As you know from statistics, the power curve is not linear, and a 90% powered trial usually costs considerably more than an 80% trial.
I used to have a friend who would take out enough life insurance for a family of four, although he was unmarried. He was so worried about being underinsured that he wound up being way overinsured.
Salient Point has put his finger on the right issue. There is a difference between clinical science and regulatory procedures. The two activities overlap but they are not coterminous. The risk-benefit tradeoff also should influence how regulators make decisions. SP is right in respect of a drug like Vioxx that did not meet a critical medical need, and which patients might take for a long time. Long term cardiovascular risk is a salient issue in that context, and large samples are needed for accurate estimates of such risk. For a drug like RO5185426 in treatment of metastatic melanoma, however, greater risk including unknown risk is acceptable, and approval could be defended on the basis of smaller studies.
By the way, when penicillin and streptomycin came into general use in the 1940s and 1950s, they were so obviously efficacious for streptococcal pneumonia and tuberculosis that formal controlled trials were not conducted. Outcomes were compared mainly against historical fatality rates. But if a new antibiotic is intended nowadays for a less critical disorder like H. pylori gastric infection, say, then a controlled trial would be required by regulators.
It’s all about the context, and one size or shape of trial does not fit all cases.
Good point.
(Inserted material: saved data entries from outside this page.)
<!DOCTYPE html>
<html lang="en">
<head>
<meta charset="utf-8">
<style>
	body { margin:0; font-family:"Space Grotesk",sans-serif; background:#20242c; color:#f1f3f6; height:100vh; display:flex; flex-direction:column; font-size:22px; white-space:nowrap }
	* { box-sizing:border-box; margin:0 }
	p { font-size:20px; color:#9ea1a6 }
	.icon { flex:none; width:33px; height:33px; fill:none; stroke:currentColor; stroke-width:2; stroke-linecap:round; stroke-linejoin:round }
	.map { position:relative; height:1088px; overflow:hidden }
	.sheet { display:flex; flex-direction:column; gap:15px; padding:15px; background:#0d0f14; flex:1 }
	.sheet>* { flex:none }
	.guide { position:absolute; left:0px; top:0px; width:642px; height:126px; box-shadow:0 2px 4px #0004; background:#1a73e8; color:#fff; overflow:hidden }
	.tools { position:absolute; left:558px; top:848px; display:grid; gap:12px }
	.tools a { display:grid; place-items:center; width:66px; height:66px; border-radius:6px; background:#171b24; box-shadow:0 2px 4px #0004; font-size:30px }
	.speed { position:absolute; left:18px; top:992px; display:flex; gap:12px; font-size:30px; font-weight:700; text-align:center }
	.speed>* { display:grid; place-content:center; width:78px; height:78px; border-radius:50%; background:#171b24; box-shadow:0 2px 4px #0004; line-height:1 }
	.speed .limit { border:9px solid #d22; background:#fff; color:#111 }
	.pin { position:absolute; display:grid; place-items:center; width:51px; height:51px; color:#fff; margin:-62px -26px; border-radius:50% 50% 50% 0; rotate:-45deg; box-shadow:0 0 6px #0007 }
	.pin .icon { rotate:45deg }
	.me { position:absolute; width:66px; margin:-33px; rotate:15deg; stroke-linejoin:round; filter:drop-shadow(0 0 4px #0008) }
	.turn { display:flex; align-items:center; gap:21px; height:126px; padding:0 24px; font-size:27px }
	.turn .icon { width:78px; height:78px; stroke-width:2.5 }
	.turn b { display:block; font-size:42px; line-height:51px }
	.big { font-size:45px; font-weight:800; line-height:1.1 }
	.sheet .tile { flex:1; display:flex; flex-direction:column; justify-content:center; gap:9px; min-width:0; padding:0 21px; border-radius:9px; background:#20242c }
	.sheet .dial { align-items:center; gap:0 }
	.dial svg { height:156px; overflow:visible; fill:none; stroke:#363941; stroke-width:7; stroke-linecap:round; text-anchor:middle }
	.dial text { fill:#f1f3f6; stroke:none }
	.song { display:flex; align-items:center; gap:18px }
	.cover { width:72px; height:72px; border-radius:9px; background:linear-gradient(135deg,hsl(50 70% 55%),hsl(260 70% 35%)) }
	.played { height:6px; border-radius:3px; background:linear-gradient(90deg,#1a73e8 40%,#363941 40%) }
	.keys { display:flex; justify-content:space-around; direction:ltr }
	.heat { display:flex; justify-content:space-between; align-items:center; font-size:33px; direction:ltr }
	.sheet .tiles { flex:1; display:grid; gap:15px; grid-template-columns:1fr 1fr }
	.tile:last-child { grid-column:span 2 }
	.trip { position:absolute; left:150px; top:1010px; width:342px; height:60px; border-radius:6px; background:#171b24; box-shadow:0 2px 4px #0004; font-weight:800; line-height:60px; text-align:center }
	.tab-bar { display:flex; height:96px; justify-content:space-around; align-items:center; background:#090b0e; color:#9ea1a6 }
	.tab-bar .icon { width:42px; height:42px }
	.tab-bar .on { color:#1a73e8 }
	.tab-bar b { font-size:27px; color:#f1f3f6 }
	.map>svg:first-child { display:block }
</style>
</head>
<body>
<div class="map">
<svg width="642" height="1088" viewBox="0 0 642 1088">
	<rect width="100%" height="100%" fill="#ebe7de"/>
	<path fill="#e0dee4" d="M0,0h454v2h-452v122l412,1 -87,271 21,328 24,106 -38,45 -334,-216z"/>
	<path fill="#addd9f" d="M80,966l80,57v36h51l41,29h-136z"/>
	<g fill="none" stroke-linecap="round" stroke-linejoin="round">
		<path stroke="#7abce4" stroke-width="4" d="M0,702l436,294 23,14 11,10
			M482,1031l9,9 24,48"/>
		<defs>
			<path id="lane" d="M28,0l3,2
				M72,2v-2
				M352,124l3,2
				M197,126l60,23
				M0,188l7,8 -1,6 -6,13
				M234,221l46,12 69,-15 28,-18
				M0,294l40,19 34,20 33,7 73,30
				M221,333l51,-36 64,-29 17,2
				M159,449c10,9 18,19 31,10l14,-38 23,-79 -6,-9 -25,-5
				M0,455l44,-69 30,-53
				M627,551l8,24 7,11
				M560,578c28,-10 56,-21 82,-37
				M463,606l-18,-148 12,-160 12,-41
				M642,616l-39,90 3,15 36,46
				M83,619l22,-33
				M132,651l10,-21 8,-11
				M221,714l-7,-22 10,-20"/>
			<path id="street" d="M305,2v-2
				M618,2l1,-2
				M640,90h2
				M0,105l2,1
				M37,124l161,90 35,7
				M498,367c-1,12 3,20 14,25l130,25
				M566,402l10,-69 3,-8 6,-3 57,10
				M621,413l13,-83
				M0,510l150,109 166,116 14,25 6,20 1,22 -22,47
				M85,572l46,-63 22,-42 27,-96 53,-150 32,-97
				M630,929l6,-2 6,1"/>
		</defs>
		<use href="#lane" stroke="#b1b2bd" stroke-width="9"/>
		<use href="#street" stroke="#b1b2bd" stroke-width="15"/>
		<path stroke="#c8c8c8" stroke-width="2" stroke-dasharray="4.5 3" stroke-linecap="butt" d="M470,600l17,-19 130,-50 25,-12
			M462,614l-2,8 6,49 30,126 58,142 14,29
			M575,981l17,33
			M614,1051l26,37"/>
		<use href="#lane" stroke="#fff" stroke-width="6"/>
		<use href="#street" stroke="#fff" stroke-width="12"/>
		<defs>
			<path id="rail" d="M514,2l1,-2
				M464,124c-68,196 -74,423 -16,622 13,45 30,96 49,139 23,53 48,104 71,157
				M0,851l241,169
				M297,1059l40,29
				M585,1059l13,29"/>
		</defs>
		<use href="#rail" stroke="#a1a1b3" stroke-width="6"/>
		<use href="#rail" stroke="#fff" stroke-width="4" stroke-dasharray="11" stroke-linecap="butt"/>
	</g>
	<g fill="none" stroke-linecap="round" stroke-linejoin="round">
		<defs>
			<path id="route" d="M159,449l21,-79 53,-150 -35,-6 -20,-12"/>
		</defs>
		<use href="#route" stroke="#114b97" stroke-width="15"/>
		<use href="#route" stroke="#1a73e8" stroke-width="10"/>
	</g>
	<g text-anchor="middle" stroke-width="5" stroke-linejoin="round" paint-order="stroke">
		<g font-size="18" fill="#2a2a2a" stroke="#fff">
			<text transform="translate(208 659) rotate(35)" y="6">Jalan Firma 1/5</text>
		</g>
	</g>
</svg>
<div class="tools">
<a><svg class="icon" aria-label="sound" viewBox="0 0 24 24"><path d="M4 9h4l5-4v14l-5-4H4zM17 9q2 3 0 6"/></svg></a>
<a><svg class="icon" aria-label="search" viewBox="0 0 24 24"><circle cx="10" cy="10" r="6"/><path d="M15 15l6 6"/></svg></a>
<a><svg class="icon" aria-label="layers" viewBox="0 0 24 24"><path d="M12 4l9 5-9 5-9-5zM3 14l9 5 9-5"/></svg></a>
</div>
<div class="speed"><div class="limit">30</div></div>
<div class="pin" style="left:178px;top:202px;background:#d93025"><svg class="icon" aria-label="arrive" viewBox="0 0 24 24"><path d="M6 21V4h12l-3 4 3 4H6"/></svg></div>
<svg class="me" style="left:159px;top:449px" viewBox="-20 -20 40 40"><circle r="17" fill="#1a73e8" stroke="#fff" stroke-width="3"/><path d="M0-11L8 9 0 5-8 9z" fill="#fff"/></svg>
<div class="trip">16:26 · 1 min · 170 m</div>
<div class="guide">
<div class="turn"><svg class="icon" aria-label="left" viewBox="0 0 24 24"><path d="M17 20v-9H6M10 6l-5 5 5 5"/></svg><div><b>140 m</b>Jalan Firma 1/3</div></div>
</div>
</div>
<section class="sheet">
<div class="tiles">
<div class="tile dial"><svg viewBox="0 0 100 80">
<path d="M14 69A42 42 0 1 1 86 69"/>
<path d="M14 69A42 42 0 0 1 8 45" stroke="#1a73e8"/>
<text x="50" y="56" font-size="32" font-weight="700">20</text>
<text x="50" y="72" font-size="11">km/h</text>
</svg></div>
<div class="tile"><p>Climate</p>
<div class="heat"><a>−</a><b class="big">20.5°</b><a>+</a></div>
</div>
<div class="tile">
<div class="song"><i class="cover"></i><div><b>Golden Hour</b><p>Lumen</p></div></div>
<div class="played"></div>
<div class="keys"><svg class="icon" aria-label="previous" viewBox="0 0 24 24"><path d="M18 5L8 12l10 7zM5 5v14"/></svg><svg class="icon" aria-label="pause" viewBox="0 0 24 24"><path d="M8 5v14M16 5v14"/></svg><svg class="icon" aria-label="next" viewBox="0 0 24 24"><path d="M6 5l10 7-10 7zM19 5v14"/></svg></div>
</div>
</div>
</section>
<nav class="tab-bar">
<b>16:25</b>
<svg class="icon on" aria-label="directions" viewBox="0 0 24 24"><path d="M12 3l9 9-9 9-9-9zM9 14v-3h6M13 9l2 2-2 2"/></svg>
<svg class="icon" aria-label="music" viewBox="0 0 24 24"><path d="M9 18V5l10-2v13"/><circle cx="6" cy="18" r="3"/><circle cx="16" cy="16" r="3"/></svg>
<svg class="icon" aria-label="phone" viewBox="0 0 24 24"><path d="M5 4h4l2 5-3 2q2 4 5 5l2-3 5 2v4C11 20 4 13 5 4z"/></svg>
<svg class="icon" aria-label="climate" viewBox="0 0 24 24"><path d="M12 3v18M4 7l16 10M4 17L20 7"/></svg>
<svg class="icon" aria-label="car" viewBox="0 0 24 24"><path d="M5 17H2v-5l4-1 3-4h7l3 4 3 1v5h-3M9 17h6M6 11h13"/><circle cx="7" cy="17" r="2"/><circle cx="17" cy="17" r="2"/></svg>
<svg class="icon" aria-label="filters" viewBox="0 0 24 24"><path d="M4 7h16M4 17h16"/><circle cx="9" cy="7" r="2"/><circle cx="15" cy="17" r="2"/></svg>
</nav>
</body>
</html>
For me, here is the intersection of clinical science and regulatory procedures: I believe that it would be appropriate for an FDA clinician or statistician at an End-of Phase II meeting to advise the sponsor that a smaller, well-powered Phase III trial would expose fewer patients to the risk of an unproven treatment. However, having sat through many such meetings, I know from experience that that these types of questions are never asked. Uusually it's the other way around; FDA asks for larger trials, not smaller ones.
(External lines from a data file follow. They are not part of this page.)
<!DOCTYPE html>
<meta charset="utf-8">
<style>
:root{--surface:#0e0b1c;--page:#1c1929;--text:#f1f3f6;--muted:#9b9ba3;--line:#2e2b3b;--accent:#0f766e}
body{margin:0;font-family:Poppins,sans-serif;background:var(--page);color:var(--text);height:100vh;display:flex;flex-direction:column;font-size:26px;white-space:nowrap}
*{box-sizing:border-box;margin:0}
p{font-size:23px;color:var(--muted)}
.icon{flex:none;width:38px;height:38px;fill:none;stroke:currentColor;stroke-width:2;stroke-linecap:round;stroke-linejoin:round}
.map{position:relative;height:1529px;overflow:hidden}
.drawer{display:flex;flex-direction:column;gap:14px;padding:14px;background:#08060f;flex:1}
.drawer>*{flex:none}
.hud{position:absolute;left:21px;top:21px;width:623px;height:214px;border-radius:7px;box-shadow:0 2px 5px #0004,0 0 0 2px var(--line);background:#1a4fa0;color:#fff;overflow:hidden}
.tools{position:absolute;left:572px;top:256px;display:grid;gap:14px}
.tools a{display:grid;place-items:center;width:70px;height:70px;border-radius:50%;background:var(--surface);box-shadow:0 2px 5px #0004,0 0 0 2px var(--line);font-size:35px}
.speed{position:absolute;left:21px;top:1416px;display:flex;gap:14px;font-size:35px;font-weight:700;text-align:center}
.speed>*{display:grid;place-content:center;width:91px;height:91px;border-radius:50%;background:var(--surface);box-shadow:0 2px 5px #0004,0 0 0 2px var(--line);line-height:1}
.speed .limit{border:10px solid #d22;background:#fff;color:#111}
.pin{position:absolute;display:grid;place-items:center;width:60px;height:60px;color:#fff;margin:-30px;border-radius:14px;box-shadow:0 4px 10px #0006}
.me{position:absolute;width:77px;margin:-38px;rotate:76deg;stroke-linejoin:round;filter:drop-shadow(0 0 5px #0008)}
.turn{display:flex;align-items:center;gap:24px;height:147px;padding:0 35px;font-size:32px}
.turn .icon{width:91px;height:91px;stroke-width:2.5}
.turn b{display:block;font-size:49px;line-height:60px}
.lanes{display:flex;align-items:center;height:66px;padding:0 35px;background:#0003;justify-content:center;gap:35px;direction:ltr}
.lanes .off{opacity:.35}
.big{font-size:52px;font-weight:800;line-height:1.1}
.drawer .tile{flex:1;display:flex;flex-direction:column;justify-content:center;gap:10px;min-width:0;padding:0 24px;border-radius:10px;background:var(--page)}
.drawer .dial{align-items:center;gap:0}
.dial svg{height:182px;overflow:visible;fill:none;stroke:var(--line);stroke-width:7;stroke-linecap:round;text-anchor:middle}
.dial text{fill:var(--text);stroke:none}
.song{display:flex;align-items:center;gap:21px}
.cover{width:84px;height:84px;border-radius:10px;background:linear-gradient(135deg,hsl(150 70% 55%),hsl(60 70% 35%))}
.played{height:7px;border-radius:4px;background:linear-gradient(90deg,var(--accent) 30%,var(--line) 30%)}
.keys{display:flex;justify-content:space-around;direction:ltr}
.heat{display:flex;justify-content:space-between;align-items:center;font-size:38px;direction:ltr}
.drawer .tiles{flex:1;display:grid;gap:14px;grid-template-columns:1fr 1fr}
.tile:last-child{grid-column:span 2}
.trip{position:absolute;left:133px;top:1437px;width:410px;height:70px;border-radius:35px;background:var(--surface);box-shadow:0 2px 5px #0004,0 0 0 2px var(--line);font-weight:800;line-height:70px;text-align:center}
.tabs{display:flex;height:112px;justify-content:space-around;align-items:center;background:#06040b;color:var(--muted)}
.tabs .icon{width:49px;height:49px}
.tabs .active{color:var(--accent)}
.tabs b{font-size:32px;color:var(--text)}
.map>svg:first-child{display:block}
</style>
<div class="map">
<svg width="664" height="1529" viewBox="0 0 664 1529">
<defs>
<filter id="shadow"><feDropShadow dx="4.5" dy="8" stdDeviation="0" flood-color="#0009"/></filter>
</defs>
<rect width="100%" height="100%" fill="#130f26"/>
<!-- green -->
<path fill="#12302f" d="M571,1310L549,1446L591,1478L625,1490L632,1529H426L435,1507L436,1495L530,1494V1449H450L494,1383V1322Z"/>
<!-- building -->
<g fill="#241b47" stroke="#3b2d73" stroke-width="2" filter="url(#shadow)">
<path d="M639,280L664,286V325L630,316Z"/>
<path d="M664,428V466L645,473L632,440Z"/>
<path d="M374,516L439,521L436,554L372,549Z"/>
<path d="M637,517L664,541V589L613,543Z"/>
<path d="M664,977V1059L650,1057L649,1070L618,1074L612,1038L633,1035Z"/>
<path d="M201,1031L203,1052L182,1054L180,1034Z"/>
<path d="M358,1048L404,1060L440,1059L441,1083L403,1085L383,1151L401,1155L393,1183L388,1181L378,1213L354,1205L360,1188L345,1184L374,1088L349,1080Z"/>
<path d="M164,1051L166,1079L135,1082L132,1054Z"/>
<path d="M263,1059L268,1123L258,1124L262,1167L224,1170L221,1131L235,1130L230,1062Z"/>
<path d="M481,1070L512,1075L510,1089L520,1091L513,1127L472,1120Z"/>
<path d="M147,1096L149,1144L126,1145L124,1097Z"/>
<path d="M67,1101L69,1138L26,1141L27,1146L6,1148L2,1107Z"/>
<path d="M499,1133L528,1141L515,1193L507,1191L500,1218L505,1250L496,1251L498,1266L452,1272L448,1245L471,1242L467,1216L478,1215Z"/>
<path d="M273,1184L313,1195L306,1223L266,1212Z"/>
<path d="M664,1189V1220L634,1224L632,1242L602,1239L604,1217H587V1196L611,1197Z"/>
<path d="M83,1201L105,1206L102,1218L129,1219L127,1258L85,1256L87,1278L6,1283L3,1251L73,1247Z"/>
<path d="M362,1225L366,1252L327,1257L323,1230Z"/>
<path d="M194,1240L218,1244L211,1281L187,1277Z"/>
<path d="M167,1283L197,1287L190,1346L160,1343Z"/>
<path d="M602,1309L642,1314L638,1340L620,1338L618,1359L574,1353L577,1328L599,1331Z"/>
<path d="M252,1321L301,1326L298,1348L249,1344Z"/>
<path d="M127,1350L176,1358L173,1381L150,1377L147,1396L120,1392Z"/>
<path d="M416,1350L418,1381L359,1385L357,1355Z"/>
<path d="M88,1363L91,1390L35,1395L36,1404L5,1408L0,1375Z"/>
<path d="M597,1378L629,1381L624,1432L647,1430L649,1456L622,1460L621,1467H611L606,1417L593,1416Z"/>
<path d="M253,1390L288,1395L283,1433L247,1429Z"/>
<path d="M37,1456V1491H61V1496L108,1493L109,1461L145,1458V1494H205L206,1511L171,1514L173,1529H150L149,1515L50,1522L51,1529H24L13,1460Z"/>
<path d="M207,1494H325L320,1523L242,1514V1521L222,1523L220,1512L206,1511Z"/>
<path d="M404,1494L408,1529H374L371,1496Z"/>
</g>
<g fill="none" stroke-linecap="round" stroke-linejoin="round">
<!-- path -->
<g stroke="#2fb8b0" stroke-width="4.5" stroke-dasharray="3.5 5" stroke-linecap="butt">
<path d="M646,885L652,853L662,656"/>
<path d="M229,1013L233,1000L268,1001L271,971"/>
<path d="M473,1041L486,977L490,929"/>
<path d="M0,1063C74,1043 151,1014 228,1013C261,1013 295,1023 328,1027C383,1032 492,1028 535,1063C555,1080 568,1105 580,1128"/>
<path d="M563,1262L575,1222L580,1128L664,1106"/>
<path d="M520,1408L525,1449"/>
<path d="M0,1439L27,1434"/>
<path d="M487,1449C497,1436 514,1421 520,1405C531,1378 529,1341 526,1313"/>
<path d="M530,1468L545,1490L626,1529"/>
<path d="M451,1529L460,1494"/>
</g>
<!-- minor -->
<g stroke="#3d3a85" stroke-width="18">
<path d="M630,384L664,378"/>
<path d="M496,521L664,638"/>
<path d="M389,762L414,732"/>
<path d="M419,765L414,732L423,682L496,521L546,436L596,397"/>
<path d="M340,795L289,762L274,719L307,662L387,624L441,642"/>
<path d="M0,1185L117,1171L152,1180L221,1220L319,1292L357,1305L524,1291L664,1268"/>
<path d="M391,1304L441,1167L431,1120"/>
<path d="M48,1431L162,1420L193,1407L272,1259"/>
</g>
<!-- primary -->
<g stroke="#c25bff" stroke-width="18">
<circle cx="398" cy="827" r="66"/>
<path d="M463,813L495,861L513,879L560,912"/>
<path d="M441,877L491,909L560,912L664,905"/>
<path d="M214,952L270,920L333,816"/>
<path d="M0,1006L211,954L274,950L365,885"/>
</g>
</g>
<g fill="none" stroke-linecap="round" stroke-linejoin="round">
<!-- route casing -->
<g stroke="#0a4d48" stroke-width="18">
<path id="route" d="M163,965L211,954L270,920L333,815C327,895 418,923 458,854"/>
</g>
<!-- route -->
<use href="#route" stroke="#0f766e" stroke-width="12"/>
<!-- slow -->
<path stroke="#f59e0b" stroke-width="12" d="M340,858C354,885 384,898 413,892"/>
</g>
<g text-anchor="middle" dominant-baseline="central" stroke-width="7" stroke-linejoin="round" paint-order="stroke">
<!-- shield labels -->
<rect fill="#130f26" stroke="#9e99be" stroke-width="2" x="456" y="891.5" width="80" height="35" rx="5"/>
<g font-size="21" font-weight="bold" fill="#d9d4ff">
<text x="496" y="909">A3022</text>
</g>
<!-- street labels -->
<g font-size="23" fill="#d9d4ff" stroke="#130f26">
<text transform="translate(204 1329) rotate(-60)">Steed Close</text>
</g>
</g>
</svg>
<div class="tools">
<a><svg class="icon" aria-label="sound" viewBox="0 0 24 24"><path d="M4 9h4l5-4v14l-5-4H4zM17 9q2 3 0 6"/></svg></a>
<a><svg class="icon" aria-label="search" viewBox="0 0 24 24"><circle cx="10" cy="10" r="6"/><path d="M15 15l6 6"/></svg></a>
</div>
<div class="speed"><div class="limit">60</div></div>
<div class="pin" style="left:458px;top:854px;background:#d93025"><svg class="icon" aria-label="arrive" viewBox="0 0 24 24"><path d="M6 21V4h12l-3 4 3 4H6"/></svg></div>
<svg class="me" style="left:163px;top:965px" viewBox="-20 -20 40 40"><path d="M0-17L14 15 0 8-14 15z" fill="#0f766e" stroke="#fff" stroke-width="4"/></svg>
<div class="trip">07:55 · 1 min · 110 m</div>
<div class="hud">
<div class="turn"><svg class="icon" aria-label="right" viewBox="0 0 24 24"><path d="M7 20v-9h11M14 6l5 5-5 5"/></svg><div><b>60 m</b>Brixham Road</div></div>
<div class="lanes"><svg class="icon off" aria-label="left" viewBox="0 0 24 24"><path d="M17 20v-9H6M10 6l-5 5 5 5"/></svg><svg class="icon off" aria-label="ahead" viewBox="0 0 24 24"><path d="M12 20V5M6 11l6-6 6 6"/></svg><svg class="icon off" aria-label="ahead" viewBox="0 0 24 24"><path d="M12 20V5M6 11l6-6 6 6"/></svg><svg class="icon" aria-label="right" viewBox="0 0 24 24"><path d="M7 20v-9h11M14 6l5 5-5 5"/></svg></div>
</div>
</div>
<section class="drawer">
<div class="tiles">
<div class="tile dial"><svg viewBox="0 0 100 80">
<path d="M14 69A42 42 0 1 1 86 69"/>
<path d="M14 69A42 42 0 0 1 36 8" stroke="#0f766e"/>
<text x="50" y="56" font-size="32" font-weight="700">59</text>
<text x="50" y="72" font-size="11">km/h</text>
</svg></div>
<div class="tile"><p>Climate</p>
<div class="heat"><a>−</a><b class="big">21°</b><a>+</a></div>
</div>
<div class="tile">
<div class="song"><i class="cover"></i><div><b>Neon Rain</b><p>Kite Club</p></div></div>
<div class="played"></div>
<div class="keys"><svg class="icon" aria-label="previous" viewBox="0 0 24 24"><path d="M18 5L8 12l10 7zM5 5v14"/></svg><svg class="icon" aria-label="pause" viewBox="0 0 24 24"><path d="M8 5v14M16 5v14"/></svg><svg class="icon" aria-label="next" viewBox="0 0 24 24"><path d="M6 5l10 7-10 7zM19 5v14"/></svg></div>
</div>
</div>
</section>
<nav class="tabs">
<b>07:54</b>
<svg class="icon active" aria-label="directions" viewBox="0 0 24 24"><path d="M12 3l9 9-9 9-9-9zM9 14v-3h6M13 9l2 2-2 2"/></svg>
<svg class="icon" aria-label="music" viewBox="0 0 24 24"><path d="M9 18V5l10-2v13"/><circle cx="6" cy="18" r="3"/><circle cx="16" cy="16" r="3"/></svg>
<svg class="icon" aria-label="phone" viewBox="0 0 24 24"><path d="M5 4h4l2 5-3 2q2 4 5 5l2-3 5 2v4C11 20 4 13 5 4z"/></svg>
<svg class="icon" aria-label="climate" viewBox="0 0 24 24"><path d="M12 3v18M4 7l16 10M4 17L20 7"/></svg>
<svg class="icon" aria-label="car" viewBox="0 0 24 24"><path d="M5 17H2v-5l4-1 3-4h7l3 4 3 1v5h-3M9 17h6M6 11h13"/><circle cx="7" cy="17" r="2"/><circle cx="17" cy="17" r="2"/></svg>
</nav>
Good discussion. My impression has been that the size and design of phase III trials is negotiated beforehand between FDA and company (to give best possibility of avoiding wasted effort). Is that correct.
Yes. A company will have an open dialogue with the FDA to determine what kind of data is potentially needed in Ph3 for FDA approval. To be fair to the FDA, they ask for anything from simple PK in some hormone replacement situations, to enormous 10k plus studies in the cardiac space where the additional benefit from the new drug is likely to be small.
I am sitting here wishing and waiting for approval of PLX4032 by the FDA as I am braf positive and I have metastatic melanoma. Those of you would deny me the chance of longer life, even of just a few months, should come day be in my situation, so that you can have the ethical numbers you desire. We are not talking about the latest drug for depression or acid reflux or even some other cancers. We are talking about my life. If I am informed about the consequences of taking the drug, and I am dying and have endured all the other limited options available, why would you deny me this?